╔══
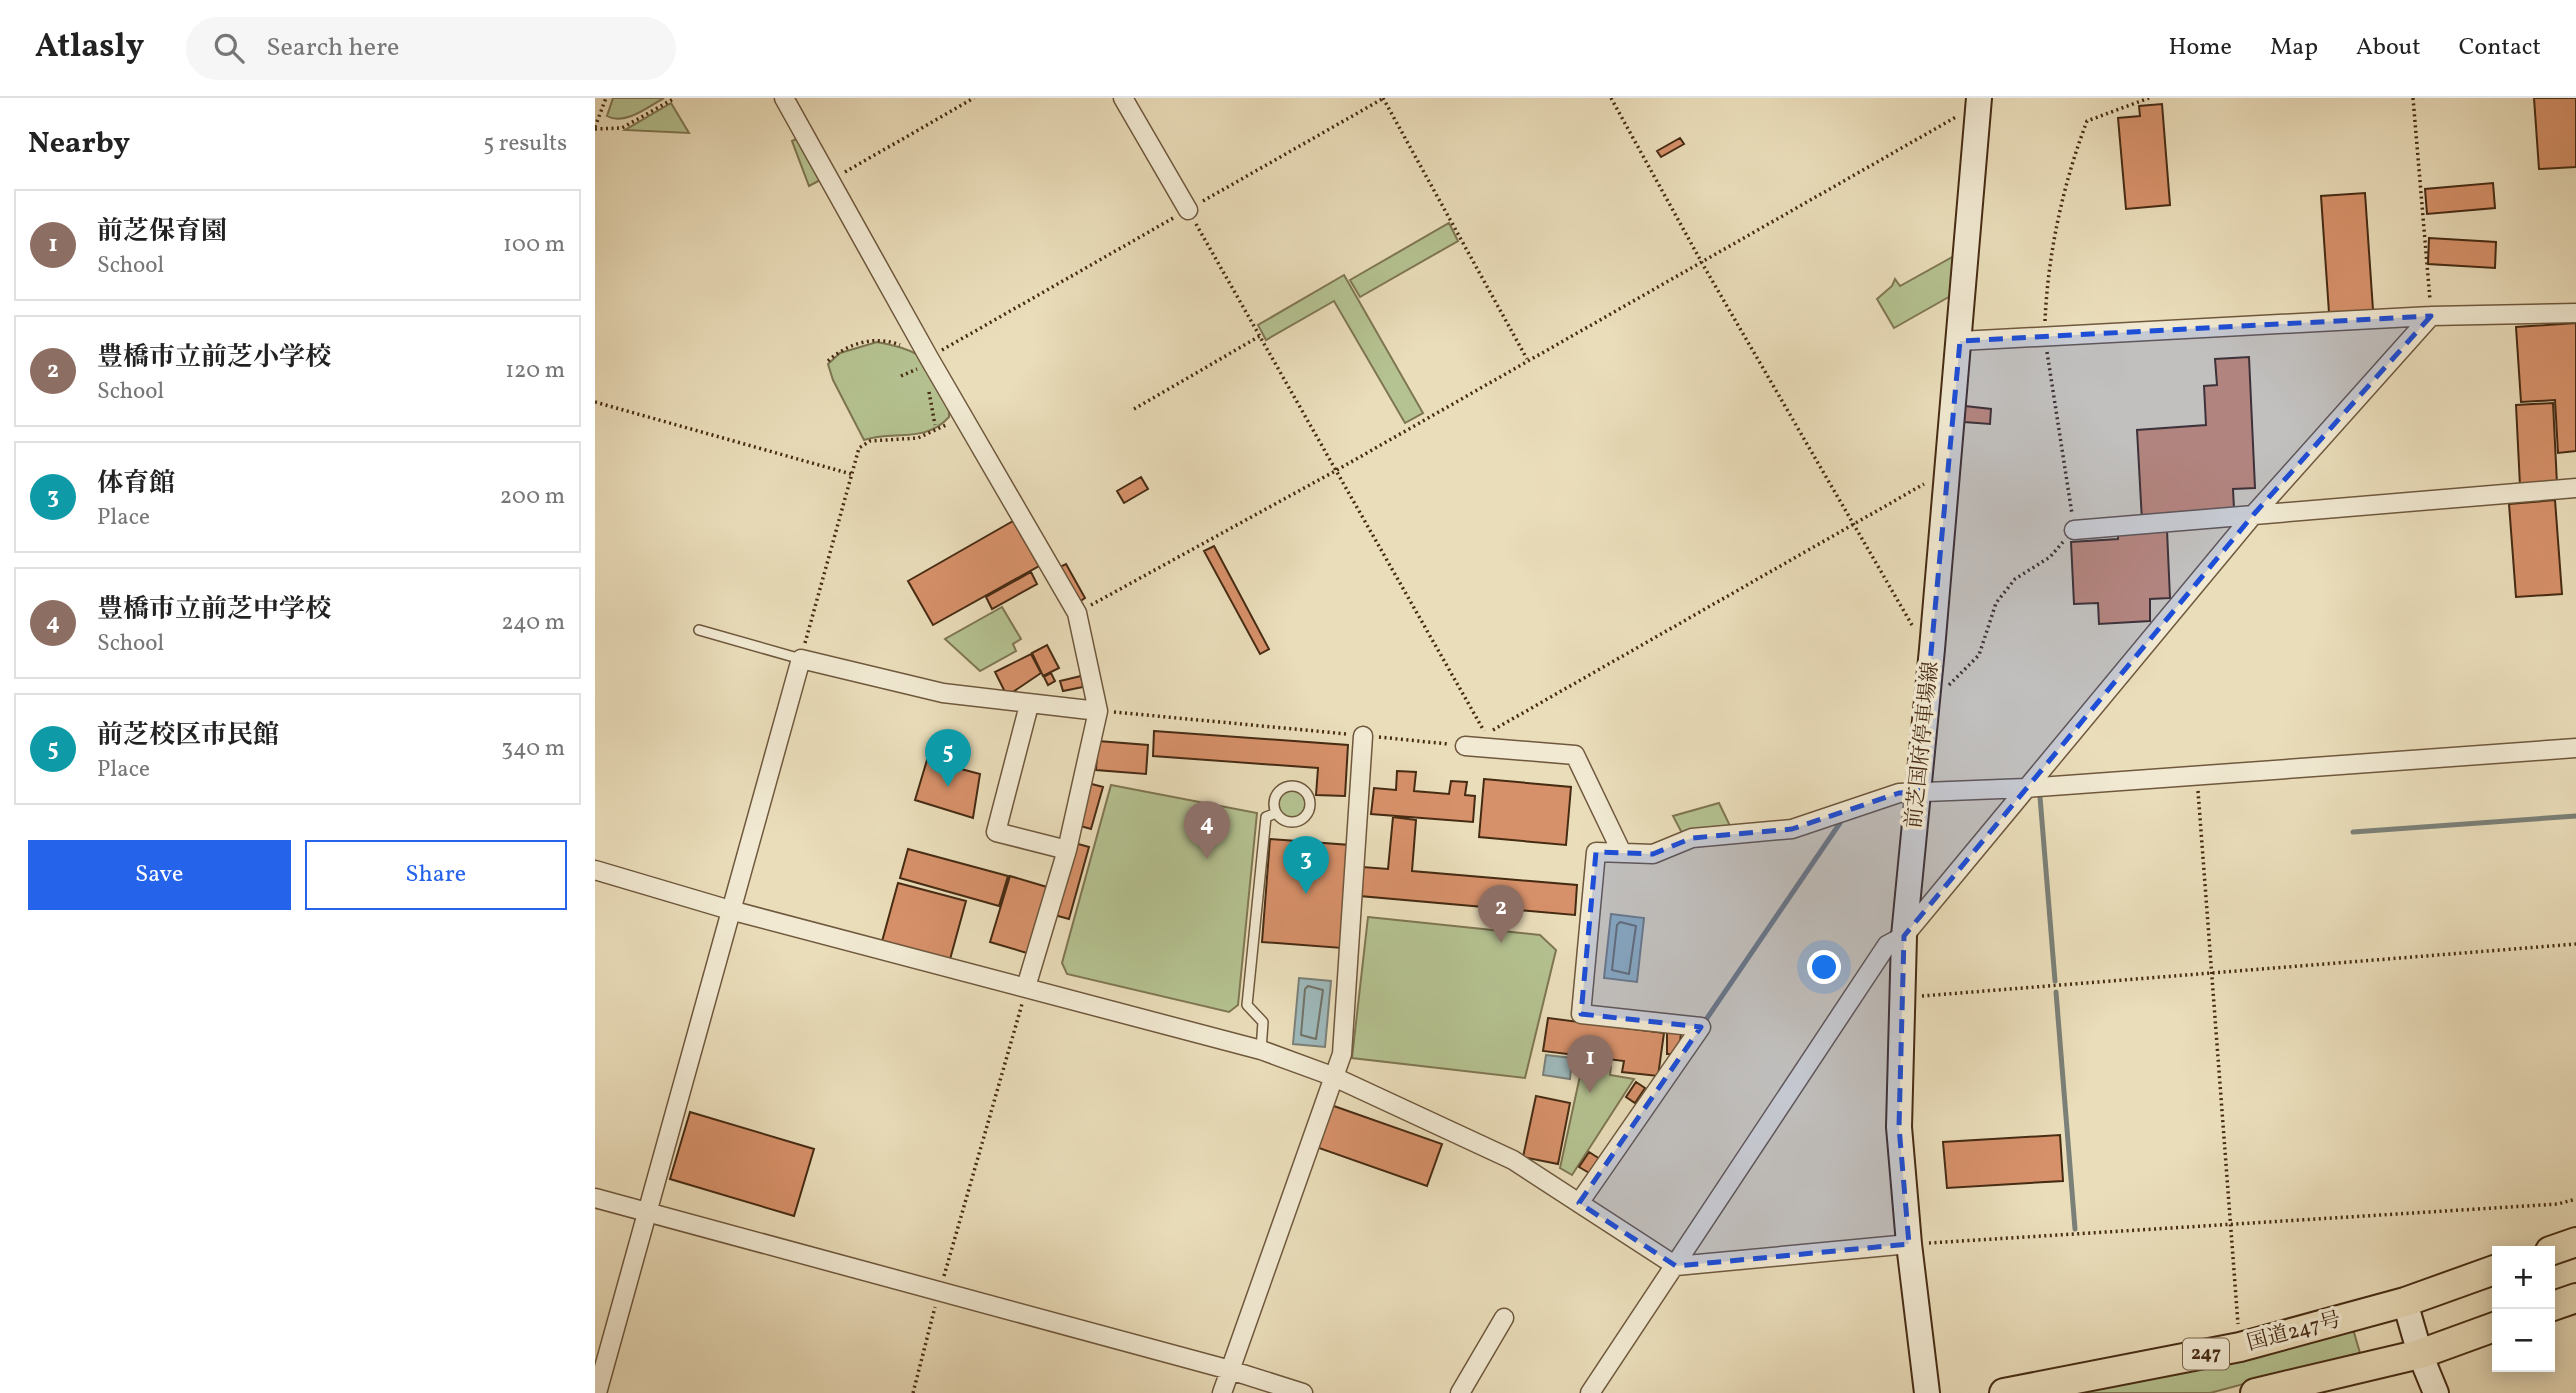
<!DOCTYPE html>
<meta charset="utf-8">
<style>
:root{--surface:#fff;--page:#f6f6f6;--text:#222;--muted:#767676;--line:#e0e0e0;--accent:#2563eb}
body{margin:0;font-family:Vollkorn,"Noto Serif JP",serif;background:var(--page);color:var(--text)}
.controls{position:absolute;right:21px;bottom:21px;display:grid;overflow:hidden;border-radius:0px;box-shadow:0 4px 18px #0003}
.controls button{width:63px;height:63px;display:grid;place-items:center;padding:0;border:0;border-bottom:2px solid var(--line);background:var(--surface);color:var(--text);font:35px sans-serif}
.you{position:absolute;left:1230px;top:870px;width:24px;height:24px;margin:-18px;border:5px solid #fff;border-radius:50%;background:#1a73e8;box-shadow:0 0 0 10px #1a73e833}
.badge{display:grid;place-items:center;width:46px;height:46px;border-radius:50%;background:var(--accent);color:#fff;font-size:23px;font-weight:700}
.pin{position:absolute;translate:-50% -58px;filter:drop-shadow(0 2px 4px #0008)}
.pin::after{content:'';position:absolute;top:37px;width:24px;height:21px;background:inherit;clip-path:polygon(0 0,100% 0,50% 100%)}
.list{margin:0;padding:0;list-style:none}
h2{display:flex;justify-content:space-between;align-items:center;height:91px;margin:0;padding:0 28px;font-size:30px}
h2 small{font-size:23px;font-weight:400;color:var(--muted)}
.list li{display:grid;grid-template-columns:46px 1fr auto;gap:21px;align-items:center;box-sizing:border-box;height:112px;margin:0 14px 14px;padding:0 14px;border:2px solid var(--line);border-radius:0px}
.list b{display:block;font-size:26px;white-space:nowrap}
.list p{margin:0;font-size:23px;white-space:nowrap;color:var(--muted)}
.list em{font-size:23px;font-style:normal;color:var(--muted)}
.actions{display:flex;gap:14px;padding:21px 28px}
.actions a{flex:1;padding:16px 0;border:2px solid var(--accent);border-radius:0px;text-align:center;font-size:24px;color:var(--accent)}
.actions .main{background:var(--accent);color:#fff}
.icon{flex:none;width:38px;height:38px;fill:none;stroke:currentColor;stroke-width:2;stroke-linecap:round;stroke-linejoin:round}
.map{position:relative;flex:none;width:1981px;height:1295px;overflow:hidden}
header{display:flex;align-items:center;gap:42px;box-sizing:border-box;height:98px;padding:0 35px;background:var(--surface);border-bottom:2px solid var(--line)}
header strong{font-size:33px}
nav{display:flex;gap:38px;margin-inline-start:auto;font-size:24px}
.search{width:490px;height:63px;background:var(--page);display:flex;align-items:center;gap:18px;box-sizing:border-box;padding:0 24px;border-radius:38px;color:var(--muted);font-size:26px}
main{display:flex}
aside{flex:1;background:var(--surface)}
.map>svg:first-child{display:block}
.green{fill:#b5c291;stroke:#7e7652;stroke-width:2}
.water{fill:#9eb9bb;stroke:#7b8078;stroke-width:2}
.lines{fill:none;stroke-linecap:round;stroke-linejoin:round}
.shore{stroke:#727267;stroke-width:2}
.stream{stroke:#7b8078;stroke-width:5}
.building{fill:#d7916a;stroke:#462b13;stroke-width:2}
.service-casing{stroke:#6f583d;stroke-width:12}
.minor-casing{stroke:#6f583d;stroke-width:21}
.secondary-casing{stroke:#462b13;stroke-width:28}
.trunk-casing{stroke:#462b13;stroke-width:32}
.path{stroke:#462b13;stroke-width:3.5;stroke-dasharray:2 3.5;stroke-linecap:butt}
.service{stroke:#f1e9d2;stroke-width:9}
.minor{stroke:#f1e9d2;stroke-width:18}
.secondary{stroke:#f1e9d2;stroke-width:24}
.trunk{stroke:#eaddba;stroke-width:28}
.marked{fill:#1d4ed8;fill-opacity:0.2;stroke:#1d4ed8;stroke-width:5;stroke-dasharray:14 9;stroke-linejoin:round}
.labels{text-anchor:middle;dominant-baseline:central;stroke-width:7;stroke-linejoin:round;paint-order:stroke}
.shield{fill:#f1e9d2;stroke:#79644c;stroke-width:2}
.shield-label{font-size:19px;font-weight:bold;fill:#462b13}
.street-label{font-size:21px;fill:#462b13;stroke:#f1e9d2}
</style>
<header>
<strong>Atlasly</strong>
<div class="search"><svg class="icon" aria-label="search" viewBox="0 0 24 24"><circle cx="10" cy="10" r="6"/><path d="M15 15l6 6"/></svg>Search here</div>
<nav><a>Home</a><a>Map</a><a>About</a><a>Contact</a></nav>
</header>
<main>
<aside>
<h2>Nearby<small>5 results</small></h2>
<ul class="list">
<li><span class="badge" style="background:#8d6e63">1</span><div><b>前芝保育園</b><p>School</p></div><em>100 m</em></li>
<li><span class="badge" style="background:#8d6e63">2</span><div><b>豊橋市立前芝小学校</b><p>School</p></div><em>120 m</em></li>
<li><span class="badge" style="background:#0f9aa8">3</span><div><b>体育館</b><p>Place</p></div><em>200 m</em></li>
<li><span class="badge" style="background:#8d6e63">4</span><div><b>豊橋市立前芝中学校</b><p>School</p></div><em>240 m</em></li>
<li><span class="badge" style="background:#0f9aa8">5</span><div><b>前芝校区市民館</b><p>Place</p></div><em>340 m</em></li>
</ul>
<div class="actions"><a class="main">Save</a><a>Share</a></div>
</aside>
<div class="map">
<svg width="1981" height="1295" viewBox="0 0 1981 1295">
<rect width="100%" height="100%" fill="#eaddba"/>
<filter id="stains"><feTurbulence type="fractalNoise" baseFrequency=".00286" numOctaves="4"/><feColorMatrix values="0 0 0 0 .2 0 0 0 0 .09 0 0 0 0 .02 0 0 0 .5 -.17"/></filter>
<radialGradient id="worn" r=".72"><stop offset=".6" stop-color="#630" stop-opacity="0"/><stop offset="1" stop-color="#630" stop-opacity=".3"/></radialGradient>
<!-- green -->
<path class="green" d="M18,0h51c-15,8 -39,28 -57,18z
M76,5l18,30 -64,-3z
M205,39l24,41 -15,8 -17,-45z
M854,125l9,18 -98,56 -10,-17z
M1361,157l-2,39 -60,34 -17,-29 15,-13 3,-7 5,7z
M749,177l79,138 -18,10 -71,-122 -68,39 -8,-15z
M282,244c15,3 36,7 48,18 11,9 25,42 24,57 -24,27 -57,13 -85,23l-31,-60 -5,-16 12,-11z
M407,509l19,32 -8,5 3,7 -36,20 -35,-32z
M516,687l146,28 -19,192 -9,7 -162,-38 -5,-11z
M683 706a14 14 0 1 1 28 0a14 14 0 1 1-28 0Z
M1124,705l12,25 -48,7 -10,-19z
M773,819l172,18 16,15 -31,128 -173,-20z
M988,964l28,4 -1,9 24,4 -62,96 -12,-7z
M1758,1231l7,24 -150,40h-158z"/>
<!-- water -->
<path class="water" d="M1016,816l33,4 -7,64 -33,-4z
M704,880l32,3 -6,66 -32,-3z
M951,957l26,3 -2,21 -27,-4z"/>
<g class="lines">
<!-- shore -->
<path class="shore" d="M1025,824l16,4 -7,48 -17,-4 5,-45z
M713,888l15,4 -7,49 -15,-4 4,-46z"/>
<!-- stream -->
<path class="stream" d="M1445,699l15,184
M1758,734l223,-16
M1461,894l19,237
M1108,926l137,-201"/>
</g>
<!-- building -->
<path class="building" d="M1939,0h42v69l-37,2z
M1567,6l8,101 -44,4 -8,-91 22,-2 -1,-10z
M1085,40l4,6 -23,13 -4,-6z
M1898,85l2,25 -68,6 -2,-25z
M1770,95l8,117 -44,3 -8,-117z
M1834,140l67,4 -1,26 -67,-4z
M1981,225v128l-18,2 -3,-53 -34,2 -5,-75z
M1654,259l6,131 -22,1 1,20 -92,12 -5,-91 69,-5 -2,-39 13,-1 -2,-26z
M1958,305l4,81 -37,2 -4,-81z
M1370,308l26,3 -1,15 -26,-2z
M546,379l7,12 -24,14 -7,-12z
M1960,402l7,94 -46,3 -7,-93z
M418,423l26,45 -106,59 -25,-44z
M1572,432l3,68 -20,1v22l-51,3 -1,-21 -24,1 -3,-62 47,-3v-6z
M619,448l55,103 -9,5 -56,-103z
M471,466l19,34 -9,6 -20,-35z
M436,474l6,12 -45,25 -6,-12z
M452,547l12,23 -16,8 -11,-23z
M436,556l10,19 -34,23 -12,-24z
M456,575l4,8 -7,4 -4,-8z
M486,578l2,11 -20,4 -3,-10z
M559,633l194,14 -3,51 -29,-1 2,-27 -165,-12z
M503,643l50,4 -2,29 -50,-4z
M332,662l53,14 -7,44 -58,-18z
M802,673l19,1 -2,19 35,3 2,-13 16,1 -2,13 10,1 -2,26 -102,-8 3,-26 22,2z
M889,681l87,8 -5,58 -87,-8z
M493,685l15,4 -12,42 -14,-4z
M798,719l23,3 -4,51 165,14 -2,30 -215,-19 3,-29 25,2z
M675,741l80,6 -8,103 -80,-6z
M476,744l18,5 -20,72 -18,-5z
M313,751l100,27 -9,30 -99,-28z
M415,778l37,11 -20,66 -37,-11z
M303,785l68,18 -17,62 -68,-18z
M953,920l116,15 -6,43 -36,-4 2,-11 -81,-10z
M1072,934h14l-1,11 -7,11h-6z
M1041,984l9,6 -10,15 -9,-6z
M941,998l34,7 -12,61 -35,-7z
M736,1007l111,39 -15,42 -111,-39z
M95,1014l124,37 -20,67 -124,-37z
M1465,1037l3,46 -116,7 -4,-46z
M994,1054l11,7 -9,15 -12,-7z"/>
<g class="lines">
<defs>
<path id="service" d="M104,532l102,29
M679 706a18 18 0 1 1 36 0a18 18 0 1 1-36 0Z
M666,952l2,-28 -16,-17 19,-188 10,-4"/>
<path id="minor" d="M189,0l145,260 148,255 21,98 -31,139 -41,137
M528,0l65,112
M1365,243l471,-25 145,-3
M1479,432l502,-42
M434,607l-33,127 71,18
M870,648l110,9 47,98
M0,772l135,40 531,140 71,26 181,84 163,106 233,-22
M0,1100l635,172 73,23
M984,1105l122,-176 -120,-13 15,-162 57,2 39,-16 100,-9 107,-36 127,-5 550,-40
M2,1295l204,-734 142,34 155,18
M627,1295l120,-339 21,-318
M865,1295l44,-75
M995,1295l297,-448 17,-9 350,-422 177,-198"/>
<path id="secondary" d="M1810,1204l15,52 16,39
M1332,1295l-18,-149 -10,-117 5,-191 28,-287 47,-551"/>
<path id="trunk" d="M1955,1153l26,-9
M1955,1209l26,-9
M1409,1295l236,-46 165,-45 92,-33
M1660,1295l165,-39 77,-28"/>
</defs>
<!-- service casing -->
<use href="#service" class="service-casing"/>
<!-- minor casing -->
<use href="#minor" class="minor-casing"/>
<!-- secondary casing -->
<use href="#secondary" class="secondary-casing"/>
<!-- trunk casing -->
<use href="#trunk" class="trunk-casing"/>
<!-- path -->
<path class="path" d="M788,0l144,261
M1016,0l91,165 210,362
M1818,0l17,202
M0,29l11,-29
M0,31l27,-1 53,-30
M250,74l129,-74
M608,103l181,-103
M601,126l288,507
M1450,223c3,-68 18,-137 42,-200l62,-23
M347,252l233,-133
M1452,254l25,162
M233,263c20,-18 47,-26 72,-16
M306,278l16,-7
M334,294l6,33
M0,304l256,72
M539,311l126,-73
M496,507l246,-135 619,-353
M210,545l54,-195 11,-7 48,-3 30,-14
M1354,587l30,-30 17,-52 19,-24 35,-22 13,-15
M519,614l233,22
M898,632l431,-246
M784,639l69,7
M1603,693l40,533
M1327,898l654,-52
M1334,1145l629,-39 18,-5
M349,1178l78,-272
M318,1295l22,-86"/>
<!-- service -->
<use href="#service" class="service"/>
<!-- minor -->
<use href="#minor" class="minor"/>
<!-- secondary -->
<use href="#secondary" class="secondary"/>
<!-- trunk -->
<use href="#trunk" class="trunk"/>
</g>
<!-- marked area -->
<path class="marked" d="M1836,218l-177,198 -350,422 -5,191 10,117 -233,22 -97,-63 122,-176 -120,-13 15,-162 57,2 39,-16 100,-9 107,-36 19,-1 42,-451z"/>
<g class="labels">
<!-- shield labels -->
<rect class="shield" x="1588" y="1240.5" width="46" height="31" rx="5"/>
<g class="shield-label">
<text x="1611" y="1256">247</text>
</g>
<!-- street labels -->
<g class="street-label">
<text transform="translate(1328 647) rotate(-84)">前芝国府停車場線</text>
<text transform="translate(1699 1234) rotate(-15)">国道247号</text>
</g>
</g>
<rect width="100%" height="100%" filter="url(#stains)"/>
<rect width="100%" height="100%" fill="url(#worn)"/>
</svg>
<div class="controls">
<button>+</button>
<button>−</button>
</div>
<div class="you"></div>
<div class="pin badge" style="left:995px;top:995px;background:#8d6e63">1</div>
<div class="pin badge" style="left:906px;top:845px;background:#8d6e63">2</div>
<div class="pin badge" style="left:711px;top:796px;background:#0f9aa8">3</div>
<div class="pin badge" style="left:612px;top:761px;background:#8d6e63">4</div>
<div class="pin badge" style="left:353px;top:689px;background:#0f9aa8">5</div>
</div>
</main>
╚══
**YOUR GOAL**
Check every line above for the string "secondary" and copy those that have it.

**REPLY**
.secondary-casing{stroke:#462b13;stroke-width:28}
.secondary{stroke:#f1e9d2;stroke-width:24}
<path id="secondary" d="M1810,1204l15,52 16,39
<!-- secondary casing -->
<use href="#secondary" class="secondary-casing"/>
<!-- secondary -->
<use href="#secondary" class="secondary"/>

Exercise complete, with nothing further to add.